2023-12-30 15:45:23.353 Uncaught app exception
Traceback (most recent call last):
File “C:\Users\MOI\Documents\Openmt\mon_env\Lib\site-packages\streamlit\runtime\scriptrunner\script_runner.py”, line 534, in _run_script
exec(code, module.dict)
File “C:\Users\MOI\Documents\Openmt\CTranslate-NMT-Web-Interface\translate.py”, line 35, in
translator = ctranslate2.Translator(ct_model_path, “cpu”) # or “cuda” for GPU
^^^^^^^^^^^^^^^^^^^^^^^^^^^^^^^^^^^^^^^^^^^^
RuntimeError: Unable to open file ‘model.bin’ in model ‘/model/ct2_model’
If you think it is the model, then you can try the NLLB model (it requires a different way to translate, though). However, as you use Windows, I think this path might be incorrect (maybe you need to add r before the path). I am afraid I do not have Windows here to double-check. You can try a very simple code like opening a text file you created yourself, and see how it works.
now it works, I installed ubuntu and redid the project.
Now I’m going to start learning how to make models and cover them in ctranslate to have more personalized models.

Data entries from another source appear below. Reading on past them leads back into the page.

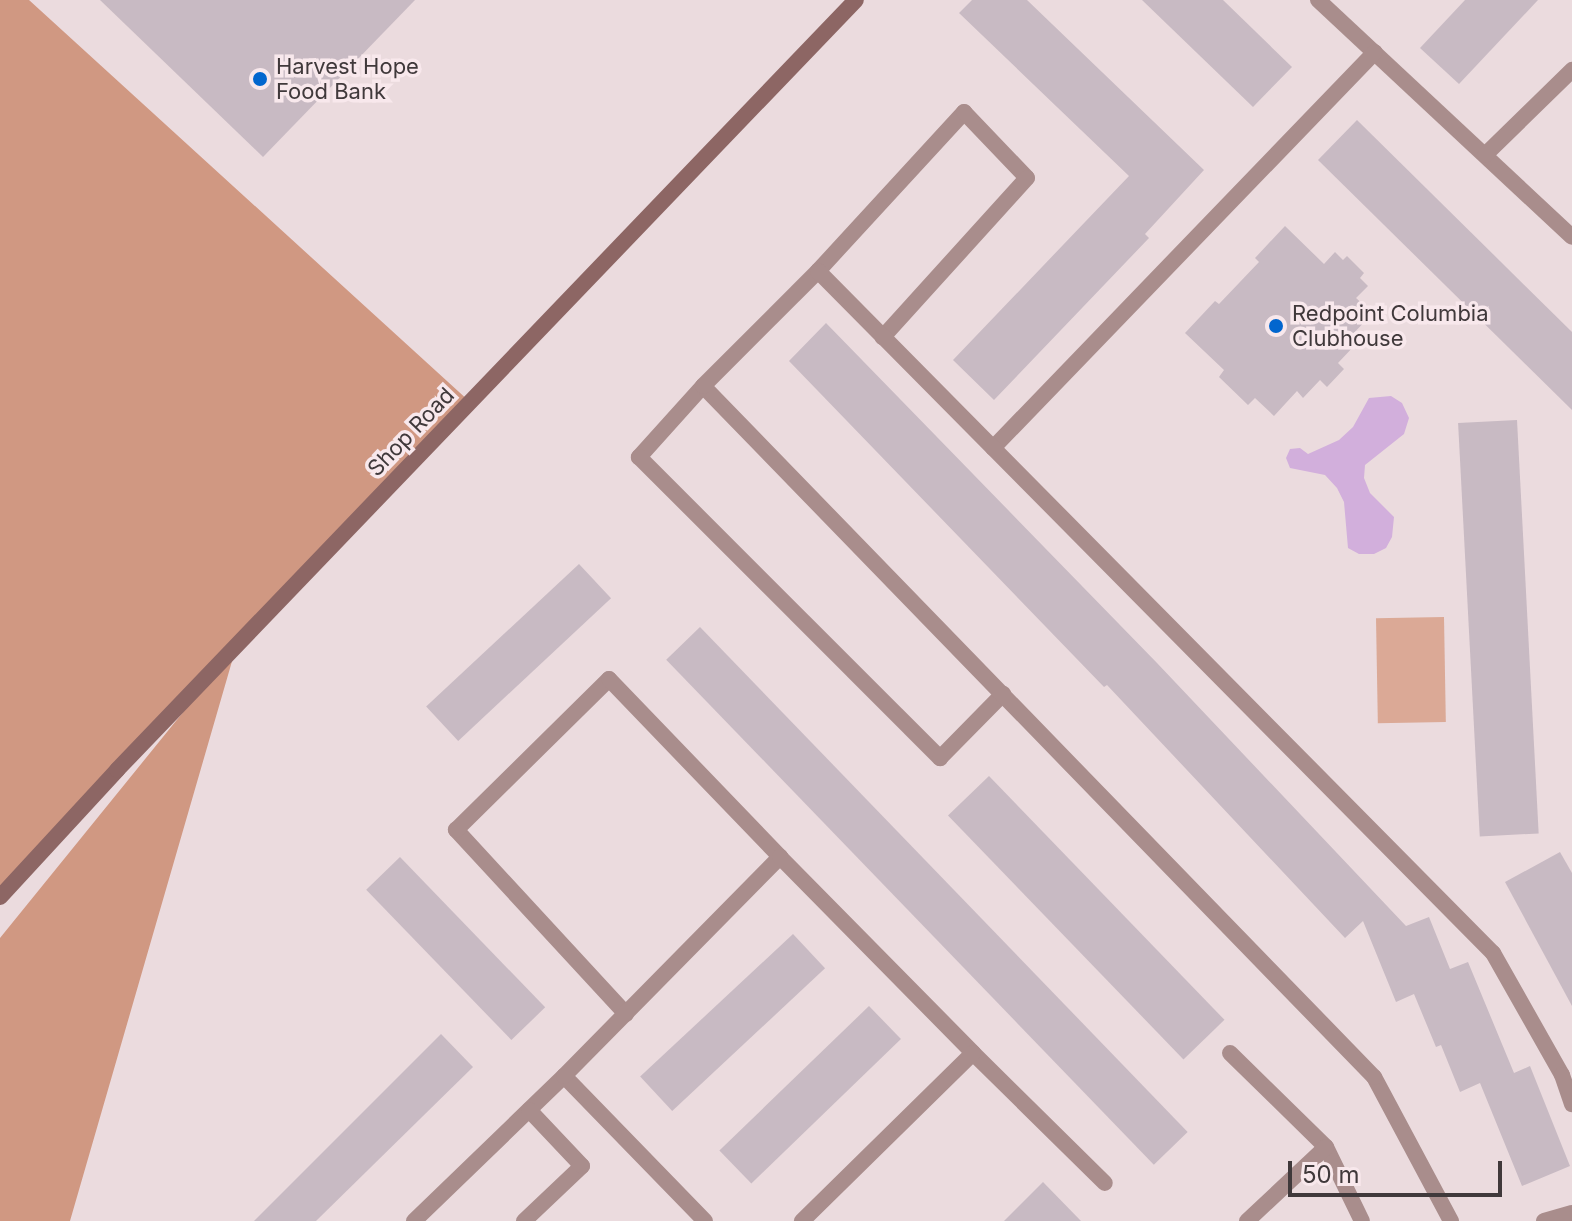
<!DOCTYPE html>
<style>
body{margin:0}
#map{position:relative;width:1572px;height:1221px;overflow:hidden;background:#ebdbde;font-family:Inter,sans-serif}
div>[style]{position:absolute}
.green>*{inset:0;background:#dba996;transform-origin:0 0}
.forest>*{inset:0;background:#d09882}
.water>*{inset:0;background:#d2afdc}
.building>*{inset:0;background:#c8bac3;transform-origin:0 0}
.street>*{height:16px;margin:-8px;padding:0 8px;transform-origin:8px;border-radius:8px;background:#a98d8c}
.secondary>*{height:16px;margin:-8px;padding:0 8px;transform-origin:8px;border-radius:8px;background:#8d6664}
.dots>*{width:22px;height:22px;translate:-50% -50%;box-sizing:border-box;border:4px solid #f8e8ec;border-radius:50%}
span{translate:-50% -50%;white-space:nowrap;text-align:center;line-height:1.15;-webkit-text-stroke:7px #f8e8ec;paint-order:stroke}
.poi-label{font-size:22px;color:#40393b}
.left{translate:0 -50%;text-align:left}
.street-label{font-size:22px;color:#40393b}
.scale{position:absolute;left:1288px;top:1161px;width:214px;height:36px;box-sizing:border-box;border:4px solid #40393b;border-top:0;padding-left:10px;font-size:24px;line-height:28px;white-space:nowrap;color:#40393b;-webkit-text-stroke:6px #f8e8ec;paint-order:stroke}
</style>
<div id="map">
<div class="green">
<i style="left:1444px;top:617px;width:105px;height:68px;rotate:89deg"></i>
</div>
<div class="forest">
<i style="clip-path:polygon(0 0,29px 0,470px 402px,237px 644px,70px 1221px,0 1221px,0 938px,227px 658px,0 900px)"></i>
</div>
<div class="water">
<i style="clip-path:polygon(1391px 396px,1402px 403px,1409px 418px,1404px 434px,1365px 465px,1364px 478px,1370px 493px,1394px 517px,1392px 537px,1386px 548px,1374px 554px,1359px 554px,1348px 548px,1344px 502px,1337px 488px,1325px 475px,1290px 468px,1286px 458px,1290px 449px,1300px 448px,1308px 454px,1339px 440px,1353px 427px,1369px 398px)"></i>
</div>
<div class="building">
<i style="clip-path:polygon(100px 0,415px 0,263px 157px)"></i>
<i style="clip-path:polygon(972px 0,1027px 0,1204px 170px,1145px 234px,1149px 238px,994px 400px,953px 360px,1129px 176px,959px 13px)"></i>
<i style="clip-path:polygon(1142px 0,1223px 0,1292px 67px,1253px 107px)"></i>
<i style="clip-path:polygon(1465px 0,1538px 0,1459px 84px,1420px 48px)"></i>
<i style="clip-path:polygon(1357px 120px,1572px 332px,1572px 410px,1318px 160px)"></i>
<i style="clip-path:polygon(1285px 226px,1324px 264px,1335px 252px,1343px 260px,1347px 256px,1364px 273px,1360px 278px,1368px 286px,1356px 298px,1373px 313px,1348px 339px,1355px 345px,1338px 363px,1344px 369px,1327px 387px,1320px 380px,1303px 398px,1297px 391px,1274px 416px,1255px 398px,1248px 405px,1219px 377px,1224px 370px,1185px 333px,1215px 301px,1219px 304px,1259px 262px,1255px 258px)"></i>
<i style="clip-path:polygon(826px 323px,1157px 663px,1406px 926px,1429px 917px,1450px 969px,1468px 962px,1514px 1073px,1530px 1066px,1570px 1166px,1522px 1186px,1480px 1083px,1460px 1092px,1441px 1045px,1436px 1047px,1414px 994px,1396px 1002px,1363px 921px,1345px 938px,1107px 685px,1104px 687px,789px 361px)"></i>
<i style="left:1517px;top:420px;width:414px;height:59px;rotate:87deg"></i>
<i style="left:579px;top:564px;width:47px;height:209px;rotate:47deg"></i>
<i style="left:700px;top:627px;width:702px;height:47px;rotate:46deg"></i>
<i style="left:989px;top:776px;width:339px;height:57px;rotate:46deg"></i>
<i style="clip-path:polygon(1560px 852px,1572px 873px,1572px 1006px,1505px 882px)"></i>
<i style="left:400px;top:857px;width:209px;height:47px;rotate:46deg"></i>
<i style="left:793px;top:934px;width:47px;height:209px;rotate:47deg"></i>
<i style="left:869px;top:1006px;width:46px;height:208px;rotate:46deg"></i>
<i style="clip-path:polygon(441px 1034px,473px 1067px,316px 1221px,254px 1221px)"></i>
<i style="clip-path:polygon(1043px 1182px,1081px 1221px,1004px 1221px)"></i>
</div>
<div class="street">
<i style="left:1318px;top:0;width:347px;rotate:43deg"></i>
<i style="left:1485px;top:155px;width:122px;rotate:-44.3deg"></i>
<i style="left:818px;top:271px;width:216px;rotate:-47.4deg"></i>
<i style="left:964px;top:112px;width:91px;rotate:46.3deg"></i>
<i style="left:1027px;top:178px;width:215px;rotate:132.2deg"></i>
<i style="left:703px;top:386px;width:96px;rotate:132deg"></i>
<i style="left:639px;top:457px;width:426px;rotate:45deg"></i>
<i style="left:940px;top:758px;width:90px;rotate:-45.5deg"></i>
<i style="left:993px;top:448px;width:550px;rotate:-46.03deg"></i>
<i style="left:626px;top:1014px;width:251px;rotate:-132.7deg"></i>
<i style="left:456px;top:830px;width:215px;rotate:-44.6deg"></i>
<i style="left:609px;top:679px;width:247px;rotate:46.1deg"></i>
<i style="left:973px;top:1053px;width:185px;rotate:44.6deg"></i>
<i style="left:1230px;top:1053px;width:134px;rotate:44.4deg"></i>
<i style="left:1326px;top:1147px;width:82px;rotate:64.1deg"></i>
<i style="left:414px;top:1221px;width:209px;rotate:-44deg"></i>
<i style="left:524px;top:1221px;width:80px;rotate:-43.5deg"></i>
<i style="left:582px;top:1166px;width:77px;rotate:-133.4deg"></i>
<i style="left:705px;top:1221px;width:202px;rotate:-134.2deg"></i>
<i style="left:564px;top:1076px;width:308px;rotate:-45.4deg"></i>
<i style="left:780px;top:857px;width:275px;rotate:45.4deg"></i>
<i style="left:973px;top:1053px;width:240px;rotate:135.5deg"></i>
<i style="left:1247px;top:1221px;width:108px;rotate:-43.1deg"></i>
<i style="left:1451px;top:1221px;width:163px;rotate:-118.1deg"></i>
<i style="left:1374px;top:1077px;width:963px;rotate:-134.16deg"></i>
<i style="left:703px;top:386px;width:163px;rotate:-45deg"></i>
<i style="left:818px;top:271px;width:960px;rotate:45.3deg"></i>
<i style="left:1493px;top:953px;width:140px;rotate:60.5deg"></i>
<i style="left:1562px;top:1075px;width:31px;rotate:71deg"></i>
<i style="left:1544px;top:1221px;width:29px;rotate:-16deg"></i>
</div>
<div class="secondary">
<i style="left:0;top:897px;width:173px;rotate:-47.3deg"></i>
<i style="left:117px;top:770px;width:1067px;rotate:-46.18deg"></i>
</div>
<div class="dots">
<i style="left:260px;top:79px;background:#0266ce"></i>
<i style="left:1276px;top:326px;background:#0266ce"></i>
</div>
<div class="poi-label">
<span class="left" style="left:276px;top:79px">Harvest Hope<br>Food Bank</span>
<span class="left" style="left:1292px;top:326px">Redpoint Columbia<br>Clubhouse</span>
</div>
<div class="street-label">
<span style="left:411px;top:432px;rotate:-46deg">Shop Road</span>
</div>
<div class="scale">50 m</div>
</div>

and thank you again for your tutorial
Hi @ymoslem thanks for your tutorialm a¡nd also thanks the comments from other people. Based on that I also have posted a MT system demo for ENG<>FRE using cleaned corpora from UN and European Community corpora getting results as good (and probably better) as Google (or DeepL) .
I use my own tokenizer (no explanation), but again, it in IMHO, it prorbably the fastest way to deploy something you could share, with others.
Thank you for sharing the codes. I am new in NMT field and need to clear my confusion. Please help.
After successfully training English to Hindi and obtaining the *.pt file, I want to build a translator webpage using Flask or Streamlit.
After reading the discussions, I have come to the following conclusions:
The *.pt file should be converted using ctranslate2 to get the model.bin file.
I should have SentencePiece (spm) models for both the target and source languages.
My questions are:
How can I build the spm model if I only have the *.pt file?
What is the significance of the onmt_build -config command and the files it generate?
What is the difference between the spm's*.vocab file and the onmt_build -config command’s *.vocab file?
According to the code provided, we should feed both source.model and the target.model, but the pretrained models on ONMT’s page only have a singlesentencepiece.model (file for transformers). I am confused and can’t move forward. Could you please clear my confusion(s)?
If you don’t have a SentencePiece model, then probably you have followed a different tokenisation approach.
If a pre-trained model has only one SentencePiece model, then it uses shared vocabulary between the source and target. This means the same model can be used for tokenisation of both the source and target.